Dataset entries

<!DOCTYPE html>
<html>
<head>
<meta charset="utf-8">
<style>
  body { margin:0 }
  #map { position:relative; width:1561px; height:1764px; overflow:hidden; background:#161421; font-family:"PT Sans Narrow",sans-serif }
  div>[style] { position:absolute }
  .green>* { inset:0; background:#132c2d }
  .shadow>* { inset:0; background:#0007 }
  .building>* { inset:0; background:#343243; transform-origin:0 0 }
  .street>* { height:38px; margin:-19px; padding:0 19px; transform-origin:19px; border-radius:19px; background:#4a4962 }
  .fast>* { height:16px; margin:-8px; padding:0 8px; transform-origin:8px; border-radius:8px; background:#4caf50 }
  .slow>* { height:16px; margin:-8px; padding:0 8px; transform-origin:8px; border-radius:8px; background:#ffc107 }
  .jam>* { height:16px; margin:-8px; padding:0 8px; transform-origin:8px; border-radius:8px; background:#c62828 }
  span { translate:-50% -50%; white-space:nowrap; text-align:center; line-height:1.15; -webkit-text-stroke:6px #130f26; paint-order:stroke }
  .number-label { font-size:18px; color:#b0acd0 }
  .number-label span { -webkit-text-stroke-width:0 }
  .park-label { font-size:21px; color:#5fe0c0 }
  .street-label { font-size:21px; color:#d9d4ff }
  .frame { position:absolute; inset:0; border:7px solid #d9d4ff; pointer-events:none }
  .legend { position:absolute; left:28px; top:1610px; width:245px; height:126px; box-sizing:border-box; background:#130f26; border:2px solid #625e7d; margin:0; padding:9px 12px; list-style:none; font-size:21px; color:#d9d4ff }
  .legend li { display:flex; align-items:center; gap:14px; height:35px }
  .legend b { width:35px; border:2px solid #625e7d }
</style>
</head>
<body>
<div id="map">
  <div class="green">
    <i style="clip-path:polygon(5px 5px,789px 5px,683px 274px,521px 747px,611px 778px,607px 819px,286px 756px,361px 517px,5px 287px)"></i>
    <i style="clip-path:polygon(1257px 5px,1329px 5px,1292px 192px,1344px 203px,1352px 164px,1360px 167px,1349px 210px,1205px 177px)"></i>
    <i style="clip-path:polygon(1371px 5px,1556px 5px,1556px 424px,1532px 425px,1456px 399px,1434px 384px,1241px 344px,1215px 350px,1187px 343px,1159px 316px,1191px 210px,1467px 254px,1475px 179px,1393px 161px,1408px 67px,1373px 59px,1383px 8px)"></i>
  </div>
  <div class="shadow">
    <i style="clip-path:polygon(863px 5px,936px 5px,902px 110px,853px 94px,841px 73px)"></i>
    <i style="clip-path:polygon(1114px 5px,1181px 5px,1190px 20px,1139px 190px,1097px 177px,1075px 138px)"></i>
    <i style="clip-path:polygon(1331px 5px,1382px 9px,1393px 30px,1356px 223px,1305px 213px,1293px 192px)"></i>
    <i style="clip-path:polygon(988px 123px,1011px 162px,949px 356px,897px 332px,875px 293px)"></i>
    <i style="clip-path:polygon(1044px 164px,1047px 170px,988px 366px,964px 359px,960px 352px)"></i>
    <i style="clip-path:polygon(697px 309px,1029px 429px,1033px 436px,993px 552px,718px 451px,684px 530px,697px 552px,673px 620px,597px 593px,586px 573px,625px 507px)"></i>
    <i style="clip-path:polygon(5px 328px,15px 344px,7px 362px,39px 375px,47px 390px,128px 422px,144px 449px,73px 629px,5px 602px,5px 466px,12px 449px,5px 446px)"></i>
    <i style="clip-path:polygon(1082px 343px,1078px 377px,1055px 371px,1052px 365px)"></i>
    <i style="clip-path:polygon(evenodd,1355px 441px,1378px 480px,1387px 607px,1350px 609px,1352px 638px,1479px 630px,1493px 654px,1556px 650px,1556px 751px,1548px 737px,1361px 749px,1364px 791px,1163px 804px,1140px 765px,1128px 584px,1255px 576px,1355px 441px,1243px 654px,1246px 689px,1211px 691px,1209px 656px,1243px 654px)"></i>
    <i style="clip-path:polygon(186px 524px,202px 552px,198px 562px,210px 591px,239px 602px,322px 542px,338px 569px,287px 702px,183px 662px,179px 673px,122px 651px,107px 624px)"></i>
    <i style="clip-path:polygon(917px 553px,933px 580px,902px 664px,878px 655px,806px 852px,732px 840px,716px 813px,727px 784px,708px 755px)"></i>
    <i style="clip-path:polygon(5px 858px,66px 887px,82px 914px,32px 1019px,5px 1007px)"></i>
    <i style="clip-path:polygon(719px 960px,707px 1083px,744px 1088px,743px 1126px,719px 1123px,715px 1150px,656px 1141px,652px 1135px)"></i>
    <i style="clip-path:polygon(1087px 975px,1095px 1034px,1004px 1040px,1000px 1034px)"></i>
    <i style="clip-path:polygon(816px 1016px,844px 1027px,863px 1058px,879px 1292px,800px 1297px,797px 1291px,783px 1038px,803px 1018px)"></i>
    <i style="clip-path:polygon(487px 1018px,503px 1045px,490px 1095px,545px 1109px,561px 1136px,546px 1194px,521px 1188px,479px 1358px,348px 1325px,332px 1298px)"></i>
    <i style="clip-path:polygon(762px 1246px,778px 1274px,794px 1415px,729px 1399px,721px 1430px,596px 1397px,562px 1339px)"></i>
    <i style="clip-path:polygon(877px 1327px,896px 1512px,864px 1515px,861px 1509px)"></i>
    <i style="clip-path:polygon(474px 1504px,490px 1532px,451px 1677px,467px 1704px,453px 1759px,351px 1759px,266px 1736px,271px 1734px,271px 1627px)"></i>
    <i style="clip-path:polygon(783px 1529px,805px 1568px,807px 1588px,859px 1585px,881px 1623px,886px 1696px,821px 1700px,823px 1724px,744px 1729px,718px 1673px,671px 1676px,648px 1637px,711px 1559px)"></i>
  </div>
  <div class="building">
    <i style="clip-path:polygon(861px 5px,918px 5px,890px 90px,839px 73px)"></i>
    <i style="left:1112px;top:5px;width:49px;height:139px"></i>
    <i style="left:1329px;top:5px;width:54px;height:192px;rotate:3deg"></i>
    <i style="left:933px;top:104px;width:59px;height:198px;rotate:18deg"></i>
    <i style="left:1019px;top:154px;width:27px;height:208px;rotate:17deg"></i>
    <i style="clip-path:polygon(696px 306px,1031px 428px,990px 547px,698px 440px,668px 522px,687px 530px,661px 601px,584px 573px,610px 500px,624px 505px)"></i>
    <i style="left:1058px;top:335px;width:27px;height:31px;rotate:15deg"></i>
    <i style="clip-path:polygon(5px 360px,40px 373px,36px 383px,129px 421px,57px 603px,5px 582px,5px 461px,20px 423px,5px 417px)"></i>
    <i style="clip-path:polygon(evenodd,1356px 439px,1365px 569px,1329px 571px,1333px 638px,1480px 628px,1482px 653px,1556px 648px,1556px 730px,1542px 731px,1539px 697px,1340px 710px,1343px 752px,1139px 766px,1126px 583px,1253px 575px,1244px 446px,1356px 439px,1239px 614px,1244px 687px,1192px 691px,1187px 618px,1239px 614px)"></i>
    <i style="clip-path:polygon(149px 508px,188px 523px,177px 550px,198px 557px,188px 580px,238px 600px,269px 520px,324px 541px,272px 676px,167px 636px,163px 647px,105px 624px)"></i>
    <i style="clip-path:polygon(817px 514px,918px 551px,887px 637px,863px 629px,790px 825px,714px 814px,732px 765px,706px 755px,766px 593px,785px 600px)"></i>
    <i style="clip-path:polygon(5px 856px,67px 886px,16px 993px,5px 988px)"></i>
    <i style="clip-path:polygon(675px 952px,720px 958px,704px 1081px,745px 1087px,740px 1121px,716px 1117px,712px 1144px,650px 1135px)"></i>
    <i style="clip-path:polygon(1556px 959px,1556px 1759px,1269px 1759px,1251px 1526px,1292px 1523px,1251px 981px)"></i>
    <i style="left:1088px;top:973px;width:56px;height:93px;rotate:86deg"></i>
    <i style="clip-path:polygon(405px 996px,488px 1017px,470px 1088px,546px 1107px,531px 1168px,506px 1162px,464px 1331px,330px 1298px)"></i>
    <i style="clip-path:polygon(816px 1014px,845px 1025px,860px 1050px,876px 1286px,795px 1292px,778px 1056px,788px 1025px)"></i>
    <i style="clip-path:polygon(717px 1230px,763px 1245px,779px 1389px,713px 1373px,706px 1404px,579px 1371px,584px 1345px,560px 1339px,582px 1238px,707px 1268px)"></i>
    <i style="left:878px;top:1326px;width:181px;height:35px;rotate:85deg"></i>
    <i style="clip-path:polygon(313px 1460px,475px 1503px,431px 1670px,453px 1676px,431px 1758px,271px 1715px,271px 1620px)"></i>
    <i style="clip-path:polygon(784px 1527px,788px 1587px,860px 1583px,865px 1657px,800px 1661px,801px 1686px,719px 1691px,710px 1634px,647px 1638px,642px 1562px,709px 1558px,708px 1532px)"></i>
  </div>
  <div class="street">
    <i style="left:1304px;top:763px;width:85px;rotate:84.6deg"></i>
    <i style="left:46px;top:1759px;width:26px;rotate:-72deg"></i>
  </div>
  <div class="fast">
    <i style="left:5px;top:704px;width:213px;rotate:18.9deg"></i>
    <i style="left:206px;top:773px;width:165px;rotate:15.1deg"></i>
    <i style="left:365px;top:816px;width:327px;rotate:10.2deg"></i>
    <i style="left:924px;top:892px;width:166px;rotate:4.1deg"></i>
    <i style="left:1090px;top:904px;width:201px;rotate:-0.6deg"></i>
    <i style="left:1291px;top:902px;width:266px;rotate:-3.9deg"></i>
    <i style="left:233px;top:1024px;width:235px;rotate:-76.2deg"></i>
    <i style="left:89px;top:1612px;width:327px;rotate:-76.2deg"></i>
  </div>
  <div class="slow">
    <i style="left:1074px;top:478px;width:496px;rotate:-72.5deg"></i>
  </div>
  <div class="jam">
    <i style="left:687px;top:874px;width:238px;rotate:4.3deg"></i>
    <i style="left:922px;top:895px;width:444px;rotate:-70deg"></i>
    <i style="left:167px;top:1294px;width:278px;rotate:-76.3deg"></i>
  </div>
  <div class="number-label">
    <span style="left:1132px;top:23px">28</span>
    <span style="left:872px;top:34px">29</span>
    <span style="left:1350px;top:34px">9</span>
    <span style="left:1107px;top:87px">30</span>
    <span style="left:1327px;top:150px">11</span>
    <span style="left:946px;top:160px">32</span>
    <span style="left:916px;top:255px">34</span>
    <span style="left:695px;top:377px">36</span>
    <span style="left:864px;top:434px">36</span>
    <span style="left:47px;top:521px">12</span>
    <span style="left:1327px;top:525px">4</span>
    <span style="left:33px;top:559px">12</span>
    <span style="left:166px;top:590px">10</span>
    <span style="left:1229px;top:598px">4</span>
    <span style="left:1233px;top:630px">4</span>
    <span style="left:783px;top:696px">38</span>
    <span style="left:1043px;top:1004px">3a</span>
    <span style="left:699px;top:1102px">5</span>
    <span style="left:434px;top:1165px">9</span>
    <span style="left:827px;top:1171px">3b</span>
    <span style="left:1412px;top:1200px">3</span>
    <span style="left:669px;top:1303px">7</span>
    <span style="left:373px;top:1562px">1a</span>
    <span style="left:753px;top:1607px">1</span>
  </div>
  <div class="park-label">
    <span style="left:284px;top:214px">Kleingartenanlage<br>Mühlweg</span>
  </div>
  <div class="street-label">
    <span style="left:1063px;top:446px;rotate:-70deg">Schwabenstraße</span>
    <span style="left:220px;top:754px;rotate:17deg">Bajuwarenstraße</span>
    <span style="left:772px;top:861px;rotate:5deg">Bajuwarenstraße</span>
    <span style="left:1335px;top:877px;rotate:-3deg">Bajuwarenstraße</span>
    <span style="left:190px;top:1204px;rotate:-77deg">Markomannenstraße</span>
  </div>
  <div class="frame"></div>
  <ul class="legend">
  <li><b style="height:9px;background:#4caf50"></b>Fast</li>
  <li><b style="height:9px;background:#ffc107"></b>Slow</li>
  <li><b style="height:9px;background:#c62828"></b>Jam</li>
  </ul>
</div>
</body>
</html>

* * *

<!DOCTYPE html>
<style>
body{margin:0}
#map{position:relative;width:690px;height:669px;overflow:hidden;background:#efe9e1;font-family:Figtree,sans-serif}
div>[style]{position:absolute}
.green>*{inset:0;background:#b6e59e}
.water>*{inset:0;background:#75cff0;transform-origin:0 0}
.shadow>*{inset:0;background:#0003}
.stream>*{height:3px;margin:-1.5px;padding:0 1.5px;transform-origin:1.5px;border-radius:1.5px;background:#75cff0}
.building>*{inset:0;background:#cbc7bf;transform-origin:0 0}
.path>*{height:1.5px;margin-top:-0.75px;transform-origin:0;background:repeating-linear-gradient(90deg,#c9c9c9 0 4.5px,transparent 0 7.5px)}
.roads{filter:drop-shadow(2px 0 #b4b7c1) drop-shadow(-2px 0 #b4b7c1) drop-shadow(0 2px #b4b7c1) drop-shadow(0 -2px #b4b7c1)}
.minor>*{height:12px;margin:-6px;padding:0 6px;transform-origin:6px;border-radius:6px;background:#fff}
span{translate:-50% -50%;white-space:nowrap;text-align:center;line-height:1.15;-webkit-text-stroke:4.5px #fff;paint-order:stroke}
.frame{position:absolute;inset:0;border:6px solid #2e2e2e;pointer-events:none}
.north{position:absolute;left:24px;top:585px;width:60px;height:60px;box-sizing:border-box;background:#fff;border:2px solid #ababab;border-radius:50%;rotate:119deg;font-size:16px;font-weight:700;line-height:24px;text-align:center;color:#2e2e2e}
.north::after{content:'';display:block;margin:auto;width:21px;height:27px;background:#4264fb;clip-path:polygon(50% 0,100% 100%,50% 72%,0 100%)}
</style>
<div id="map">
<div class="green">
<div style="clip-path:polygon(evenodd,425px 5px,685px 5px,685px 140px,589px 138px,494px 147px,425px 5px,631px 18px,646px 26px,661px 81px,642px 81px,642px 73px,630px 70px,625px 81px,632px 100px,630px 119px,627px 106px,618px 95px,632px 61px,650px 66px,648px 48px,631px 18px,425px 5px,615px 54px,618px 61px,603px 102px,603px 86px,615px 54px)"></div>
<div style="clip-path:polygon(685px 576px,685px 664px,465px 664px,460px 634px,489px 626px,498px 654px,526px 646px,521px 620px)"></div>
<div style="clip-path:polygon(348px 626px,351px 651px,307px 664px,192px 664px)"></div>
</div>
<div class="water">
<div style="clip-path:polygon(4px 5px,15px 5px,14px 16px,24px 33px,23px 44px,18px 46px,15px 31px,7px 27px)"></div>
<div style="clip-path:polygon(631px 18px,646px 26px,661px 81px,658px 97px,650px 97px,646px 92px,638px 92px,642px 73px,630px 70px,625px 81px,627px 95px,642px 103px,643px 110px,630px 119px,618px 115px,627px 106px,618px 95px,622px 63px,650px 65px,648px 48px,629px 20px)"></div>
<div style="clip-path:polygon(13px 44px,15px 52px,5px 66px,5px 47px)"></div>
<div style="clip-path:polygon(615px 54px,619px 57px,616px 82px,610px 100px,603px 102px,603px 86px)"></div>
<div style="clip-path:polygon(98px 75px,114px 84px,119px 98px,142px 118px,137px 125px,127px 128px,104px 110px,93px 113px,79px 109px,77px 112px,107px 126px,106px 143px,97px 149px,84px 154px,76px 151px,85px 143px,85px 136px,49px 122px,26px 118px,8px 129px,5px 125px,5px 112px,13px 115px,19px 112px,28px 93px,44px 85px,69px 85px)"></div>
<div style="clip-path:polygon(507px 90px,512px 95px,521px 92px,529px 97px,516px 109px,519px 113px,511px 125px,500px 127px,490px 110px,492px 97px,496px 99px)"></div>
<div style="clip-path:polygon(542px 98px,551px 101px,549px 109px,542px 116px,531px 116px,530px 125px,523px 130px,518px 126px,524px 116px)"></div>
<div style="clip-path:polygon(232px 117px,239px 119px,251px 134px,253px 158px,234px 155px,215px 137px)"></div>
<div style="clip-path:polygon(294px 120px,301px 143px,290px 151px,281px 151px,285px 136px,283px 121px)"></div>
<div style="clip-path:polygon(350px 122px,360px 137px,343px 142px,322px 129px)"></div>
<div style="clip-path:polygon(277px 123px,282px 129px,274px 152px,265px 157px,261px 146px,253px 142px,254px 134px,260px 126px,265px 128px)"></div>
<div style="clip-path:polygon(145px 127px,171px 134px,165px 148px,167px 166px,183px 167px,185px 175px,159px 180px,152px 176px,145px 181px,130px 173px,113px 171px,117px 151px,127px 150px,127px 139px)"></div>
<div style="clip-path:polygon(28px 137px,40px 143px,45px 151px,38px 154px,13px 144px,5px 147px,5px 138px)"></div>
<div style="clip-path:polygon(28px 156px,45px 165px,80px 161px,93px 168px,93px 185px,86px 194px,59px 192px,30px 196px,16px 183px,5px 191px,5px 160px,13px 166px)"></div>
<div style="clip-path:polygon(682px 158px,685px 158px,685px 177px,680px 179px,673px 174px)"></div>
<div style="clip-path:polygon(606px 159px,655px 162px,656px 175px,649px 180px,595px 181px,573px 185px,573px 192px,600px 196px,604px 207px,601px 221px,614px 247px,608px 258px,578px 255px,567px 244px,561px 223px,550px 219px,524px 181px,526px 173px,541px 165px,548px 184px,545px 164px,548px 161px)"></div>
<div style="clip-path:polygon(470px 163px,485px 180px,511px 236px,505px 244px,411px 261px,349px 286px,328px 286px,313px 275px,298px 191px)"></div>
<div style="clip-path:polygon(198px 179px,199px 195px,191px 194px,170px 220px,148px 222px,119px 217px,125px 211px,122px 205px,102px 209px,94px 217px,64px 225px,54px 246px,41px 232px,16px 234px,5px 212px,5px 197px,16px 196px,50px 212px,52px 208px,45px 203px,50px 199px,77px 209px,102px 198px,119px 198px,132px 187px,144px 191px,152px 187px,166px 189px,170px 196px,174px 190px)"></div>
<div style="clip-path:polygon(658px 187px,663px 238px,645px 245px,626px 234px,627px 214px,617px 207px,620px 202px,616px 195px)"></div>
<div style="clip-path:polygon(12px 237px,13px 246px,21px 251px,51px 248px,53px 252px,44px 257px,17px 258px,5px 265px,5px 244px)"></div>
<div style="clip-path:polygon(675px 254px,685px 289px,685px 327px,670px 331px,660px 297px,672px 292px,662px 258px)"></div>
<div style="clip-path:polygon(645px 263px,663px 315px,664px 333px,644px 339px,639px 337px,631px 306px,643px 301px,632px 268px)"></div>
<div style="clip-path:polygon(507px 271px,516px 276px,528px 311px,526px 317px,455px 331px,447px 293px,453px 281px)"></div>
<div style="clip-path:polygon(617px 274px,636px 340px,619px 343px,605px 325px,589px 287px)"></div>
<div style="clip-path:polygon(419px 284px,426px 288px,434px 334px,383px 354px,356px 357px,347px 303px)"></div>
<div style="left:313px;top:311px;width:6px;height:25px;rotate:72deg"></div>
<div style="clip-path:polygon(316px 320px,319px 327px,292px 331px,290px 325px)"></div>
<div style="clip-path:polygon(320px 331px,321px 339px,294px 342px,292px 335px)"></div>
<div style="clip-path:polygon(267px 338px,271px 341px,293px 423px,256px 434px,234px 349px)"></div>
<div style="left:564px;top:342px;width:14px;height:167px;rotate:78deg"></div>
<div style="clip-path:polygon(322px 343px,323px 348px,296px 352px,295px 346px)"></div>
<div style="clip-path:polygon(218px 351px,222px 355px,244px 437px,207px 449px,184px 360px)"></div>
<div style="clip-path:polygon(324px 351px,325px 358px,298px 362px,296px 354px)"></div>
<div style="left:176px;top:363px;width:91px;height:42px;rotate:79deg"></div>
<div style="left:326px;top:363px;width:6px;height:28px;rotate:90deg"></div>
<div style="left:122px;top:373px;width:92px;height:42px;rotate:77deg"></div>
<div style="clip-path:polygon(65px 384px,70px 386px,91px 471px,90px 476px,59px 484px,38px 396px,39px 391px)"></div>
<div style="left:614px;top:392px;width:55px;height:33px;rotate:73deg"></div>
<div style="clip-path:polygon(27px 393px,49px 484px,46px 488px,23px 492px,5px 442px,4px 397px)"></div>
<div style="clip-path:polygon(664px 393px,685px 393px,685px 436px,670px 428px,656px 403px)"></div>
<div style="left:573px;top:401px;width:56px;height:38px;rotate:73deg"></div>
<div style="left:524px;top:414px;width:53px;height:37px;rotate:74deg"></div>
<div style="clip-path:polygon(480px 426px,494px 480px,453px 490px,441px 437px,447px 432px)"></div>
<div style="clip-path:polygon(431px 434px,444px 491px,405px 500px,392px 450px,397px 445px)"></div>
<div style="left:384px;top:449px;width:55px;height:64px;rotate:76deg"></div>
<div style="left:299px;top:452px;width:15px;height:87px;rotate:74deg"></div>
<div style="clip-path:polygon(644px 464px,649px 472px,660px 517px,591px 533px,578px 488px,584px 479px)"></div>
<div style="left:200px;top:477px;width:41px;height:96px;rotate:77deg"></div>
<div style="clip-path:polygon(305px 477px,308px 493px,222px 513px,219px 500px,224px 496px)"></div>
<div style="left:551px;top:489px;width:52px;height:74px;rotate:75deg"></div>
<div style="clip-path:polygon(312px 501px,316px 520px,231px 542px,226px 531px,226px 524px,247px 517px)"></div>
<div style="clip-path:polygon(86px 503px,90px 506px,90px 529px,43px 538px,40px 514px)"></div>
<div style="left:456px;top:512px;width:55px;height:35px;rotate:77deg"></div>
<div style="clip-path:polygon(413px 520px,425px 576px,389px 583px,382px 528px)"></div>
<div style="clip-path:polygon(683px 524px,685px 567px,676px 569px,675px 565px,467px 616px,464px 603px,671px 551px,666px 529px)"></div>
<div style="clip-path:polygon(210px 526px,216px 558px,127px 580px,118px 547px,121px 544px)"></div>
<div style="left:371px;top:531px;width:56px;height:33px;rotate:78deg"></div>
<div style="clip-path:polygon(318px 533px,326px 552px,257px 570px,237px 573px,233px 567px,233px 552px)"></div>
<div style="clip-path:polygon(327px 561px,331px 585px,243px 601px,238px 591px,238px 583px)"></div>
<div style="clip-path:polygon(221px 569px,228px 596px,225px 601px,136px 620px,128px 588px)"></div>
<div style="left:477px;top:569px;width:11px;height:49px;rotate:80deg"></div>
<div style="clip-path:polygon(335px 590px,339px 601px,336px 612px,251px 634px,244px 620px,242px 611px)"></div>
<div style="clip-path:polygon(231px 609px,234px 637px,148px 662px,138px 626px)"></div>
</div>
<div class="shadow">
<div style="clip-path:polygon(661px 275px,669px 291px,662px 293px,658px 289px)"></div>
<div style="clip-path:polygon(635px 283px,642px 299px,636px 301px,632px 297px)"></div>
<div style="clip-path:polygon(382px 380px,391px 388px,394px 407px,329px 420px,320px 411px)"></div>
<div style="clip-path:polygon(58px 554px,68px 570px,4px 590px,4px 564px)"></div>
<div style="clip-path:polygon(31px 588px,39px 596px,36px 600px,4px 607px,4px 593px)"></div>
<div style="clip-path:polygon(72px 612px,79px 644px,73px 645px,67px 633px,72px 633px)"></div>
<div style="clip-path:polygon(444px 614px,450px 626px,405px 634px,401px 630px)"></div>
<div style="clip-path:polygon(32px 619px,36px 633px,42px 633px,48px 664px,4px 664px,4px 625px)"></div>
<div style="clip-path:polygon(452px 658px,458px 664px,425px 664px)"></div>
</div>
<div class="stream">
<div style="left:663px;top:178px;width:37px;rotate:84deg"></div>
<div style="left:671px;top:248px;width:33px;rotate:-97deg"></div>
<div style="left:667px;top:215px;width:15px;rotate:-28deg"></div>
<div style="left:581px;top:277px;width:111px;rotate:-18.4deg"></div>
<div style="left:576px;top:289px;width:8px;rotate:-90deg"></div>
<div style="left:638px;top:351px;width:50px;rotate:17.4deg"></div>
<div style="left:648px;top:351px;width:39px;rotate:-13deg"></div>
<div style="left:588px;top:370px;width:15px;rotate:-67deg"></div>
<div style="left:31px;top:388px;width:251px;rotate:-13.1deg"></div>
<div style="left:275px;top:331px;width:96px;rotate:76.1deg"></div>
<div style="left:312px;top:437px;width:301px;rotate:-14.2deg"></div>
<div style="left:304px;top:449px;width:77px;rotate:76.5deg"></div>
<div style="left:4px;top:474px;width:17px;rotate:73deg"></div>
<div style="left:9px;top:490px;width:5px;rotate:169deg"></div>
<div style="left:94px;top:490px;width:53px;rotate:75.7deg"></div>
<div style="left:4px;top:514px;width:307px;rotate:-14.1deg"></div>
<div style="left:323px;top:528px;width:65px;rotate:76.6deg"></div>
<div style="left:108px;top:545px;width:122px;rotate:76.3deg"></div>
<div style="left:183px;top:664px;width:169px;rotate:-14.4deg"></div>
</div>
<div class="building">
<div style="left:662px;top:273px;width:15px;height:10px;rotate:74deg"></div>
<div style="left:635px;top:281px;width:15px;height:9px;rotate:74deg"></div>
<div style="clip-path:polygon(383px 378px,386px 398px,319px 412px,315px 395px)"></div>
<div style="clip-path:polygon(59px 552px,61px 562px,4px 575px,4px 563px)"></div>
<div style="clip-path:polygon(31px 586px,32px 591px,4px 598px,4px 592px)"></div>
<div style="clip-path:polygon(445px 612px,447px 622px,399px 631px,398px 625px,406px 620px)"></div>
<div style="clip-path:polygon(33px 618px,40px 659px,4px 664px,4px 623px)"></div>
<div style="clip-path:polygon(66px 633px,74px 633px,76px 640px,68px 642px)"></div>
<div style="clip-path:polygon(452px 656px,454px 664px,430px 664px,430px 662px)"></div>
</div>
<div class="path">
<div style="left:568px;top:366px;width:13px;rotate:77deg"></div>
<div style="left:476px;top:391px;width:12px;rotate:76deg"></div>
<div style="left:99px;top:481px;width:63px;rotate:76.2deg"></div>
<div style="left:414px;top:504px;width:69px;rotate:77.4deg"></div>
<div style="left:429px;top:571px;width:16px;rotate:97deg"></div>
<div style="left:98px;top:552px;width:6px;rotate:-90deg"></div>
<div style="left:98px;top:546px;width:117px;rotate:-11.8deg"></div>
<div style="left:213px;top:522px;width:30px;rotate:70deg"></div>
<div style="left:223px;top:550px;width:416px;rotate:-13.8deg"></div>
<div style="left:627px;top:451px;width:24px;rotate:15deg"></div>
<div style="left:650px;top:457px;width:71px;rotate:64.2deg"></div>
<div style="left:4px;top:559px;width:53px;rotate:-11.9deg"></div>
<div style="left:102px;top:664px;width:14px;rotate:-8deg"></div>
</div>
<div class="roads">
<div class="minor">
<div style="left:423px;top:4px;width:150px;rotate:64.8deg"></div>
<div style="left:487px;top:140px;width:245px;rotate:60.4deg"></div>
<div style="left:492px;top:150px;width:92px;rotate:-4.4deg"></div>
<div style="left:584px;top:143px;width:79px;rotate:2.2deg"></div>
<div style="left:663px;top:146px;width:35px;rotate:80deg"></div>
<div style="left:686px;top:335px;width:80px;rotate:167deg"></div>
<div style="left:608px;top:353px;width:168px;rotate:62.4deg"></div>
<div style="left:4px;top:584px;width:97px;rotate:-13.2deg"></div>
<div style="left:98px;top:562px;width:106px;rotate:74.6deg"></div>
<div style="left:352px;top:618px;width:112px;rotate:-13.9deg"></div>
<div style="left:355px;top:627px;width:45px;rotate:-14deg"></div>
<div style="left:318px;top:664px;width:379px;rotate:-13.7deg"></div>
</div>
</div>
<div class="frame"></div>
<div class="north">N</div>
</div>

- DIRECTIONS: Above are the records. How many of their lines hold "stream"? Answer with the number alone.

- OUTPUT OF THE EXERCISE: 2